Silvia Pax optima rerum


Free Account, Absurdistan

Warum bist du so traurig?

Als die Lüge und die Wahrheit sich begegneten, fragte die Lüge:
"Warum bist du so traurig?"
''Ich bin traurig", erklärte die Wahrheit, "weil die Menschen mich nicht mögen, Angst vor mir haben und vor mir flüchten. Und dabei brauchen sie mich doch so sehr! Und warum bist du so gut gelaunt?"

"Ich bin gut gelaunt", sagte die Lüge, weil die Menschen mich nicht nur brauchen, sondern mich auch mögen und lieben und täglich in ihr Leben lassen."

"Kein Wunder, dass die Welt so furchtbar ist !" stellte die Wahrheit mit bitterem Tonfall fest. "Sie wäre besser, wenn es dich nicht gäbe !"

"Oh", sagte die Lüge beleidigt. "Gönnst du mir meine Existenz nicht? Vergiss nicht, ich bin sehr nützlich. Ich erspare den Menschen die Begegnung mit dir, die sie so oft nicht ertragen.
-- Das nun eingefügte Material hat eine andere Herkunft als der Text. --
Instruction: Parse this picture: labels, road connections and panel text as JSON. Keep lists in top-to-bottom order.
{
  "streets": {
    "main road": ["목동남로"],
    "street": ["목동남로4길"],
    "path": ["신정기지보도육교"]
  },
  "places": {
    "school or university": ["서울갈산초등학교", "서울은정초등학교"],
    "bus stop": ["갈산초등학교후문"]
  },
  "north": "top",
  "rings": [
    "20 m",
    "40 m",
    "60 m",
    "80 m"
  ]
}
Denn was hast du ihnen schon zu bieten ?"

"Mich selbst", sagte die Wahrheit.
"Das genügt den Menschen nicht. Du sagst ihnen, dass sie nur geboren werden, um irgendwann zu sterben. Dass nichts bleibt, wie es ist. Dass sie krank und alt werden. Dass sie ihre Freunde verlieren und ihre Liebesgeschichten scheitern. Sie brauchen Hoffnungen, sie brauchen Illusionen. Und die gebe ich ihnen!"

Die Wahrheit dachte eine Weile nach. Schließlich sagte sie: "Vielleicht machst du den Menschen das Leben oft leichter. Und deshalb mögen sie dich. Weil sie im allgemeinen das Leben als schwer empfinden. Doch früher oder später müssen sie mir ins Gesicht sehen. Warum tun sie das nicht gleich, wenn sie es ohnehin irgendwann tun müssen ?"

"Weil die Menschen gerne das Unangenehme so lange wie möglich vor sich hinschieben und sich erst dann damit auseinandersetzen, wenn es gar nicht mehr anders geht.
So sind sie nun mal!"

"Ja", gab die Wahrheit der Lüge recht, "da sagst du mal ausnahmsweise die Wahrheit."